*WORK ORDER*
Quote the listing below in full and exactly as written, but omit every picture.

*SOURCE DATA*
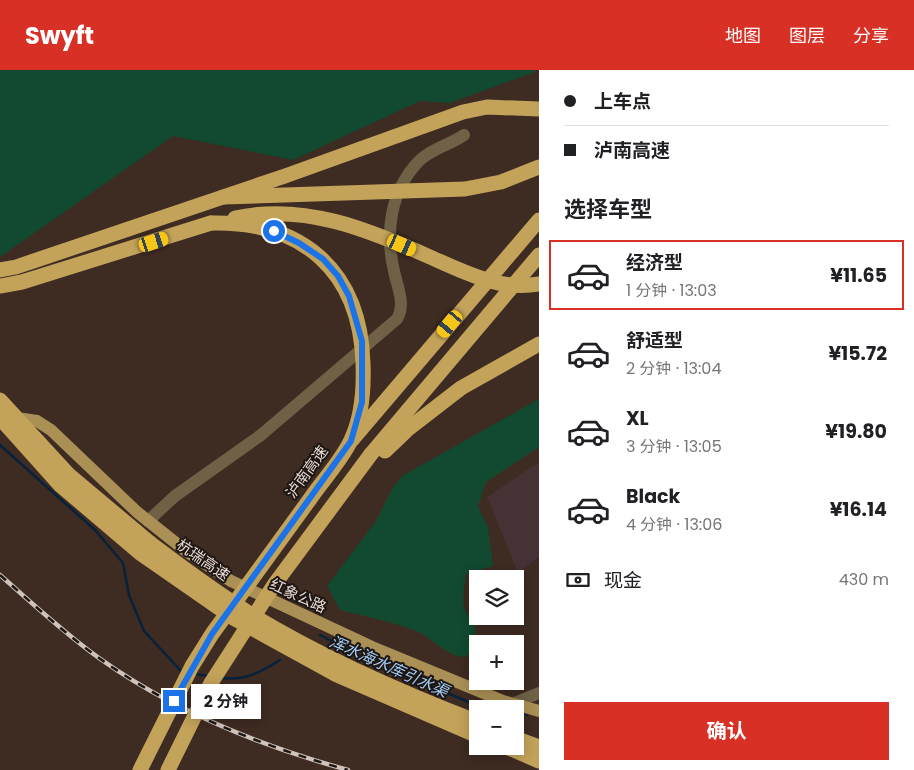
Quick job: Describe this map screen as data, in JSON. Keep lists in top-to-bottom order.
{
  "streets": {
    "highway": ["泸南高速", "杭瑞高速"],
    "main road": ["红象公路"]
  },
  "crossings": [
    ["杭瑞高速", "红象公路"]
  ],
  "water": ["浑水海水库引水渠"],
  "page": {
    "header": "Swyft",
    "nav": ["地图", "图层", "分享"],
    "banner": ["上车点", "泸南高速"],
    "heading": "选择车型",
    "list": [
      {
        "name": "经济型",
        "note": "1 分钟 · 13:03",
        "value": "¥11.65"
      },
      {
        "name": "舒适型",
        "note": "2 分钟 · 13:04",
        "value": "¥15.72"
      },
      {
        "name": "XL",
        "note": "3 分钟 · 13:05",
        "value": "¥19.80"
      },
      {
        "name": "Black",
        "note": "4 分钟 · 13:06",
        "value": "¥16.14"
      }
    ],
    "pay": ["现金", "430 m"],
    "map_buttons": ["+", "−"],
    "bubble": "2 分钟",
    "buttons": "确认"
  }
}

*TASK RESPONSE*
Quick job: Describe this map screen as data, in JSON. Keep lists in top-to-bottom order.
{
  "streets": {
    "highway": ["泸南高速", "杭瑞高速"],
    "main road": ["红象公路"]
  },
  "crossings": [
    ["杭瑞高速", "红象公路"]
  ],
  "water": ["浑水海水库引水渠"],
  "page": {
    "header": "Swyft",
    "nav": ["地图", "图层", "分享"],
    "banner": ["上车点", "泸南高速"],
    "heading": "选择车型",
    "list": [
      {
        "name": "经济型",
        "note": "1 分钟 · 13:03",
        "value": "¥11.65"
      },
      {
        "name": "舒适型",
        "note": "2 分钟 · 13:04",
        "value": "¥15.72"
      },
      {
        "name": "XL",
        "note": "3 分钟 · 13:05",
        "value": "¥19.80"
      },
      {
        "name": "Black",
        "note": "4 分钟 · 13:06",
        "value": "¥16.14"
      }
    ],
    "pay": ["现金", "430 m"],
    "map_buttons": ["+", "−"],
    "bubble": "2 分钟",
    "buttons": "确认"
  }
}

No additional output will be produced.